Every SAM Drop Counts: Embracing Semantic Priors for Multi-Modality Image Fusion and Beyond
Guanyao Wu, Haoyu Liu, Hongming Fu, Yichuan Peng, Jinyuan Liu, Xin Fan, Risheng Liu
TL;DR
This work tackles the challenge of infrared–visible image fusion that must balance high-quality fusion with downstream perceptual tasks. It introduces SAGE, a framework that injects SAM-derived semantic priors through a Semantic Persistent Attention module and transfers this knowledge to a compact sub-network via a bi-level distillation scheme with triplet losses, enabling efficient inference without loading SAM at test time. The main components—the SPA module with a Persistent Repository and the bi-level distillation with $ \mathcal{L}_{\text{fea}}$, $ \mathcal{L}_{\text{grad}}$, $ \mathcal{L}_{\text{MSE}}$, and $ \mathcal{L}_{cs} $ losses—achieve improved fusion and segmentation across multiple datasets, while maintaining practical computation (e.g., $\sim$10 ms per image and low parameter count). The findings demonstrate that SAM semantic priors can be effectively leveraged to improve cross-modal fusion and downstream tasks without prohibitive runtime, thereby broadening the applicability of IVIF in real-world systems.
Abstract
Multi-modality image fusion, particularly infrared and visible, plays a crucial role in integrating diverse modalities to enhance scene understanding.

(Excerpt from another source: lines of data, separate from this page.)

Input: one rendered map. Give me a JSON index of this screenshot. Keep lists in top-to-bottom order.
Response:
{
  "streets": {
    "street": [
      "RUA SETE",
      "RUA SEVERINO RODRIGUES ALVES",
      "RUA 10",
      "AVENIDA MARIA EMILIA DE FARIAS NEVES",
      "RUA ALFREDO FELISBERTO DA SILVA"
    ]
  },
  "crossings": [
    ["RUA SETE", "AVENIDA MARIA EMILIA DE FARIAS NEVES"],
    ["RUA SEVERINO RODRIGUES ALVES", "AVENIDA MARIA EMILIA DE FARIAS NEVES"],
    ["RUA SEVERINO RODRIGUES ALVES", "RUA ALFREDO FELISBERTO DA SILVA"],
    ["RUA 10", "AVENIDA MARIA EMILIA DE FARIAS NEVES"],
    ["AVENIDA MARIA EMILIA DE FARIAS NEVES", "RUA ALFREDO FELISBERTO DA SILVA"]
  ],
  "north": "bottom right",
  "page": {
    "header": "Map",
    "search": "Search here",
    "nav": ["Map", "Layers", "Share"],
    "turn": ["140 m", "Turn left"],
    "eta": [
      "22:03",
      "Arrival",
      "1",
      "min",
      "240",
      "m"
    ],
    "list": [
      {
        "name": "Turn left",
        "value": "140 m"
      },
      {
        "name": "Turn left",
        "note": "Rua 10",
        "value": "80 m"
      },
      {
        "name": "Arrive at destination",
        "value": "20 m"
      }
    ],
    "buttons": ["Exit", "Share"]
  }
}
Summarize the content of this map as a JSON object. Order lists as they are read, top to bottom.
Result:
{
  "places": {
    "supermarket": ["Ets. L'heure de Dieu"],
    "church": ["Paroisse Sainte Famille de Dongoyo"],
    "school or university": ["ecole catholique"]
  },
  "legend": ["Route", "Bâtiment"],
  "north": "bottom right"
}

Although early research prioritized visual quality, preserving fine details and adapting to downstream tasks remains challenging. Recent approaches attempt task-specific design but rarely achieve "The Best of Both Worlds" due to inconsistent optimization goals. To address these issues, we propose a novel method that leverages the semantic knowledge from the Segment Anything Model (SAM) to Grow the quality of fusion results and Enable downstream task adaptability, namely SAGE. Specifically, we design a Semantic Persistent Attention (SPA) Module that efficiently maintains source information via the persistent repository while extracting high-level semantic priors from SAM. More importantly, to eliminate the impractical dependence on SAM during inference, we introduce a bi-level optimization-driven distillation mechanism with triplet losses, which allow the student network to effectively extract knowledge. Extensive experiments show that our method achieves a balance between high-quality visual results and downstream task adaptability while maintaining practical deployment efficiency. The code is available at https://github.com/RollingPlain/SAGE_IVIF.